According to the testimony of former brigadier general Mehmet Partigöç at the Ankara 17th High Criminal Court on March 12, 2019, a copy of which was obtained by Nordic Monitor, Akar failed to mention the purchase in a declaration filed with the Bureau for Generals and Admirals although he was obligated to disclose all his assets including cash reserves.
“Your Honor, all generals in the TSK [Turkish Armed Forces] are obliged to declare their assets to the the Bureau for Generals and Admirals. They report even the slightest change in their wealth. And they’re very sensitive about it. I mean, they even report their wife’s [wedding] ring and jewelry,” he said.
Akar, however, failed do so in his declaration filed with the bureau, Partigöç said, adding that the documents which showed Akar’s secret transactions were kept in a safe in his office at General Staff headquarters but that those documents mysteriously disappeared in the aftermath of a July 15, 2016 attempted coup.

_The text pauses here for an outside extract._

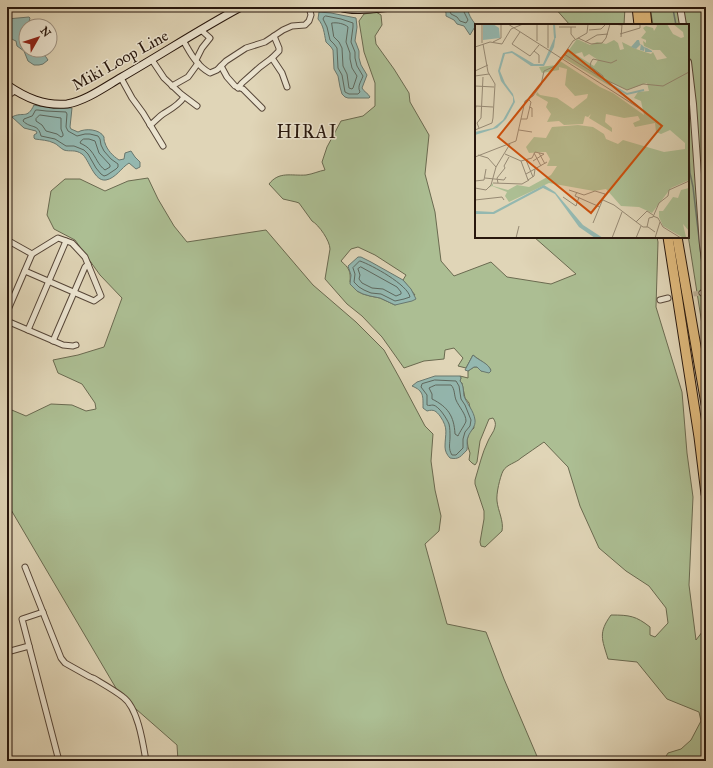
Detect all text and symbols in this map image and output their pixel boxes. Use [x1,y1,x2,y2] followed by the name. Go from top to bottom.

“Hulusi Akar bought two or three houses for each child from TOKİ in the months before July 15. He paid for them in cash and not through a bank transfer,” Partigöç explained. The secret transaction was processed through a former colonel who is now working for Turkish intelligence agency MIT, he further said. The colonel, whose name was not revealed by Partigöç, used to work as chief of staff to Akar before moving to the intelligence agency.

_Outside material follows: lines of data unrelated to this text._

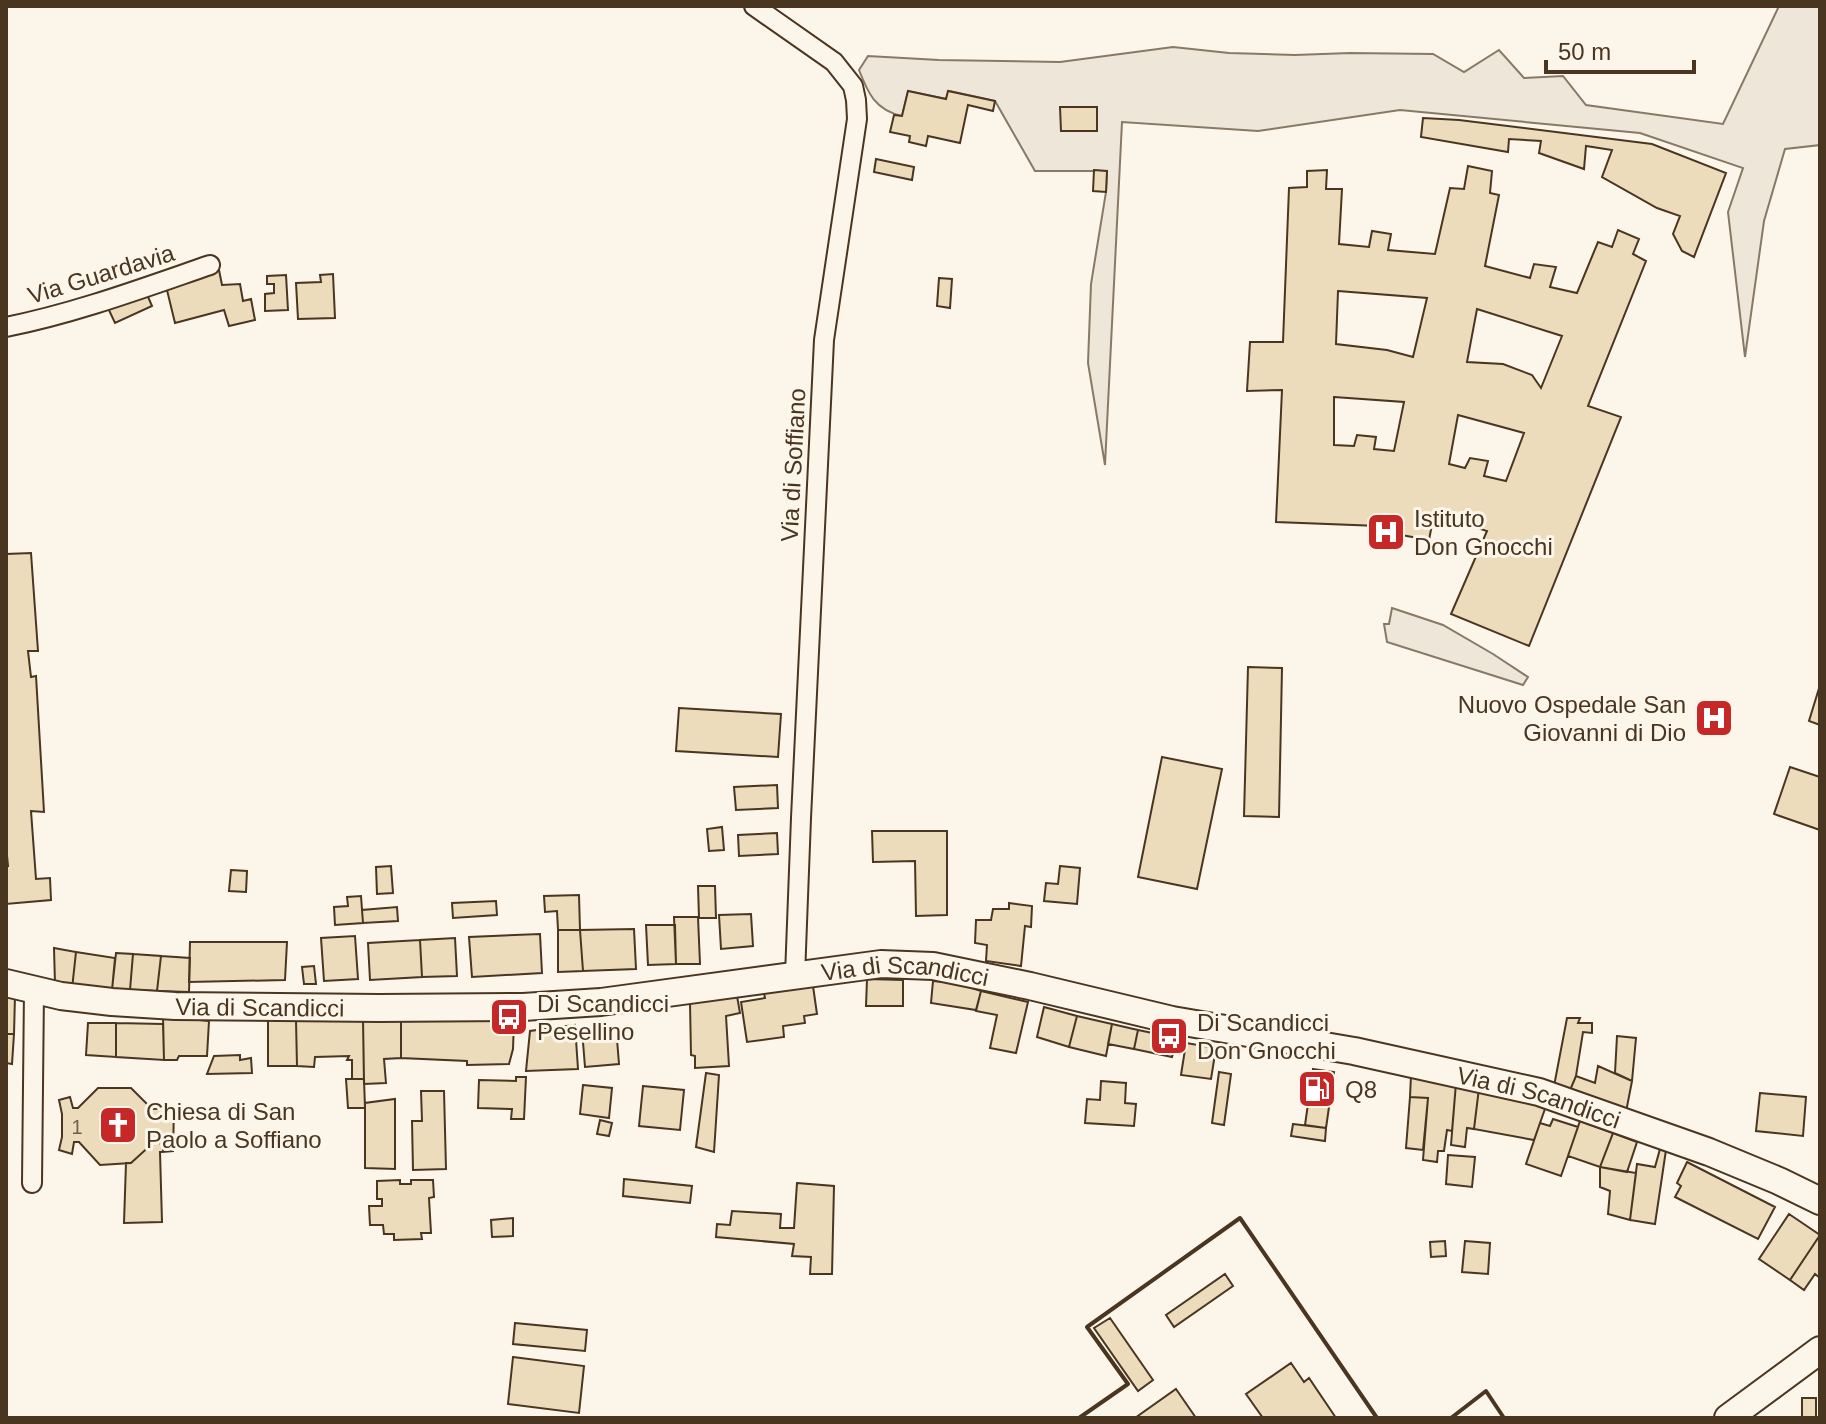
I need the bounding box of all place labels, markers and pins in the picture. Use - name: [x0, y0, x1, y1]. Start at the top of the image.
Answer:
- place label: Istituto Don Gnocchi: [1414, 505, 1553, 560]
- hospital icon: Istituto Don Gnocchi: [1365, 511, 1407, 553]
- place label: Nuovo Ospedale San Giovanni di Dio: [1458, 691, 1686, 746]
- hospital icon: Nuovo Ospedale San Giovanni di Dio: [1693, 697, 1735, 739]
- place label: Di Scandicci Pesellino: [537, 990, 669, 1045]
- bus stop icon: Di Scandicci Pesellino: [488, 996, 530, 1038]
- place label: Di Scandicci Don Gnocchi: [1197, 1009, 1336, 1064]
- bus stop icon: Di Scandicci Don Gnocchi: [1148, 1015, 1190, 1057]
- fuel station icon: Q8: [1296, 1068, 1338, 1110]
- place label: Q8: [1345, 1076, 1377, 1103]
- place label: Chiesa di San Paolo a Soffiano: [146, 1098, 322, 1153]
- church icon: Chiesa di San Paolo a Soffiano: [97, 1104, 139, 1146]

Former brigadier general Mehmet Partigöç’s testimony on Hulusi Akar:Partigoc_testimony_Akar_toki
“Where did all this money come from? Where did that cash come from?” he asked in court, stressing that his office at the General Staff, the Personnel Directorate, knew all the assets of generals and admirals including the chief of general staff.

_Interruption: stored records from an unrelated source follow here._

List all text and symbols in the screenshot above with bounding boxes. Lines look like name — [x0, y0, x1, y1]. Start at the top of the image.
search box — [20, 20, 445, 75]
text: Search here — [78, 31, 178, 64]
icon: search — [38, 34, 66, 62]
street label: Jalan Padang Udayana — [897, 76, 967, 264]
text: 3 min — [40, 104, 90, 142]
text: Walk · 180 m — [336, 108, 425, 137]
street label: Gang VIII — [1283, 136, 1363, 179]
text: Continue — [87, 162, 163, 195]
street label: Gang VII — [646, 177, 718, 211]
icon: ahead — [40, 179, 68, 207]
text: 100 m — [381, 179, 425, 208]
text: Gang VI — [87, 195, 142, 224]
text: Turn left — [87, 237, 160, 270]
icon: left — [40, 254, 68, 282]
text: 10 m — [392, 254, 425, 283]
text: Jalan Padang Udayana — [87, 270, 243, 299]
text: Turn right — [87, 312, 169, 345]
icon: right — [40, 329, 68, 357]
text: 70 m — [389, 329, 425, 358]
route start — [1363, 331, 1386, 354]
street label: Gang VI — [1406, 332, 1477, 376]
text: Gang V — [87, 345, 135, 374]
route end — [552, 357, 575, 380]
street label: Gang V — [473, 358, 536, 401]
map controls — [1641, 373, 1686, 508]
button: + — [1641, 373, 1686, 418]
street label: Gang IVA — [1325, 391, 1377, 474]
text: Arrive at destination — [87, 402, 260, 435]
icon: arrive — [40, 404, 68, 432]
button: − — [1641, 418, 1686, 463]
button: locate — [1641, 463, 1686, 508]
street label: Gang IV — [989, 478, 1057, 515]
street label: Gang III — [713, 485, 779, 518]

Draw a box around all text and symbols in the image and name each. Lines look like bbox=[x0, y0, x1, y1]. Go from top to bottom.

TOKİ is a Turkish government-run entity whose mandate is to build affordable housing and apartments on public land for low and middle-income families. Under the government of then prime minister Recep Tayyip Erdoğan, it was the subject of major corruption investigations in 2013 which revealed how government officials including cabinet ministers were involved in kickbacks and graft, secretly making sales to cronies and associates of Erdoğan.
Col. Fırat Alakuş, who worked in the Special Forces Command’s (Özel Kuvvetler Komutanlığı, or ÖKK) intelligence section, also revealed in court testimony that some army generals discretely enriched themselves from Qatari funds destined for jihadists in Syria as well as ransom paid to the Islamic State in Iraq and Syria (ISIS) during hostage negotiations.
Appearing in court on Match 20, 2019 Alakuş said some of the money given to ISIS by Turkey was actually pocketed by a Turkish official who used the embezzled funds to purchase some two dozen apartments in Ankara. He did not name the official in his testimony. But he highlighted the name of Lt. Gen. Zekai Aksakallı, who was charge of the ÖKK, as one of the Turkish generals who profited from the war industry.
Partigöç, 54, head of the Personnel Directorate at the General Staff, was tried for his alleged involvement in the failed coup in 2016 which was believed by many to have been a false flag orchestrated by President Erdoğan, Akar and intelligence chief Hakan Fidan.
He denied having any role in the attempted coup during his trial, which was marred by a lack of access to evidence by the defense, severe restrictions on the rights of the defendants and a systematic rejection of motions filed by defense lawyers who sought to shed light on new evidence. Dubious evidence against Partigöç was mainly based on secret witness testimony that fell apart during the hearings when challenged by the defense with facts.
He was convicted in November 2019 and handed down 141 aggravated life sentences.